With enrollments increasing year after year, we know for a fact that online classes are here to stay. And those of you who have taught online will agree that it was not as enjoyable or interactive as teaching face to face in a classroom.

Teachers encounter differences among the circumstances of online students as some will be well-equipped tech-wise with a good computer and fast, reliable internet access whereas others might be at remote locations with connectivity issues. 

Even with such variations, the fact remains that the flexibility of online learning makes it a more convenient option than traditional learning methods for many students.
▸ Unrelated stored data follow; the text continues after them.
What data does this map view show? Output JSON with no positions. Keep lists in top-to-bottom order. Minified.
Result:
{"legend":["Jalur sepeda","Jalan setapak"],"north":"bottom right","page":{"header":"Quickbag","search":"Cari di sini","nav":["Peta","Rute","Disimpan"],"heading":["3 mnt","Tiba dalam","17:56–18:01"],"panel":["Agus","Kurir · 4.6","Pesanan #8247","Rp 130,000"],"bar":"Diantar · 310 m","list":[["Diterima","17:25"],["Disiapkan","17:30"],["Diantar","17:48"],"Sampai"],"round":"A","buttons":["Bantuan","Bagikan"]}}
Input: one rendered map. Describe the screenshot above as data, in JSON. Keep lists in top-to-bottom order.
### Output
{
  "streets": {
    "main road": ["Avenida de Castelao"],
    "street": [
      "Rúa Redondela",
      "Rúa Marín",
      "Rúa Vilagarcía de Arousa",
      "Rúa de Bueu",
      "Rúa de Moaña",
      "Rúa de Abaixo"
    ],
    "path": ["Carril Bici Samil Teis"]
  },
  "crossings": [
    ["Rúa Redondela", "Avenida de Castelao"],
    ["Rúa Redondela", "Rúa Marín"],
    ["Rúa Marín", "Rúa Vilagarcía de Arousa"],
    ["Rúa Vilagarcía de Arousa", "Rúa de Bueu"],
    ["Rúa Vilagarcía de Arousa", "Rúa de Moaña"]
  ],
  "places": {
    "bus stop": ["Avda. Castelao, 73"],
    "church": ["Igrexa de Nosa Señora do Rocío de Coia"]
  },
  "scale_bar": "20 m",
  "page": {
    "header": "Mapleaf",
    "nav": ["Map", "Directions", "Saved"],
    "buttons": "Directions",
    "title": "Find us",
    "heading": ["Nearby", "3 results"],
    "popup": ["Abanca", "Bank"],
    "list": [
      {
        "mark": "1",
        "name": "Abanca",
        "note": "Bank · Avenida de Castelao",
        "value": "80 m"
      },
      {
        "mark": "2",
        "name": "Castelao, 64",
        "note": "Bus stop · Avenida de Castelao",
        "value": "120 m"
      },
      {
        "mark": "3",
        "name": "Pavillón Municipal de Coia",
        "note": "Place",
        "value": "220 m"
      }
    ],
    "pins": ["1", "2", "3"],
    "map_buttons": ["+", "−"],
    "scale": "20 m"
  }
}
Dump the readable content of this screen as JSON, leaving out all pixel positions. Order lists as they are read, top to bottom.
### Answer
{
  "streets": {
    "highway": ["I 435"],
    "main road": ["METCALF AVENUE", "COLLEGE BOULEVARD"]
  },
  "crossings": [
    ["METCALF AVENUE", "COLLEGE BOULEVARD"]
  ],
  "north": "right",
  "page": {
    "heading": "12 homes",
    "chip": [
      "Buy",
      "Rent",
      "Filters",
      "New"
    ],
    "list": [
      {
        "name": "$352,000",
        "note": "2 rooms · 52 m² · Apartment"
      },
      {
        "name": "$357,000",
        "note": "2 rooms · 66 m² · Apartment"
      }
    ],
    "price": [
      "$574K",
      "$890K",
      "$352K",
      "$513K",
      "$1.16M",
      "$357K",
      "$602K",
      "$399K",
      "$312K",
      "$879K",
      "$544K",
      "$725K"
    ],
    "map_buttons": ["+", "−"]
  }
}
So here are certain tips for you to adapt to online teaching :

  • Communication :

As you already know online teaching is a completely different ballgame when compared to traditional classroom teaching. Due to this, online teachers need to up their communication skills to educate a group of students. In a physical classroom, it is easy to see how engaged the students are and how they react to discussion questions. But unfortunately in an online classroom, it is difficult to gauge their reactions. Because of this, it is necessary that you ask questions that are engaging and can spark complex conversations. Some of the Learning Management Systems (LMS) have built-in tools to assist you in communicating with your students online.

  • Technology :

When it comes to the technology you have to be a step ahead of your tech-savvy students. Fumbling while teaching, battling with a bad net connection, and poor video quality among others will hamper your credentials as a teacher. So it is better to keep it simple and lean by using technology that you and your students know. You can use the in-built functionality of your LMS to share your screen, chat with your students, etc. You can also record videos, show documentaries, and presentations to make the session more interesting and interactive for the students.

  • Session duration :

Getting the right session duration can be tricky. If it is too long your students can get easily distracted due to the lack of educational stimuli like a classroom and classmates. You also need to keep in mind that you cannot convert a 60-minute traditional lecture into a 60-minute virtual classroom lecture as it would yield an adverse effect. The key here is to make the session as interactive as possible because there are certain topics that cannot be effectively compressed into a 15 – 20-minute session. If your session is going to last longer than 50 minutes be prepared to have some really interactive and engaging content for your students to keep them involved with the topic. You can do so with spontaneous quizzes, storytelling, short videos of science. 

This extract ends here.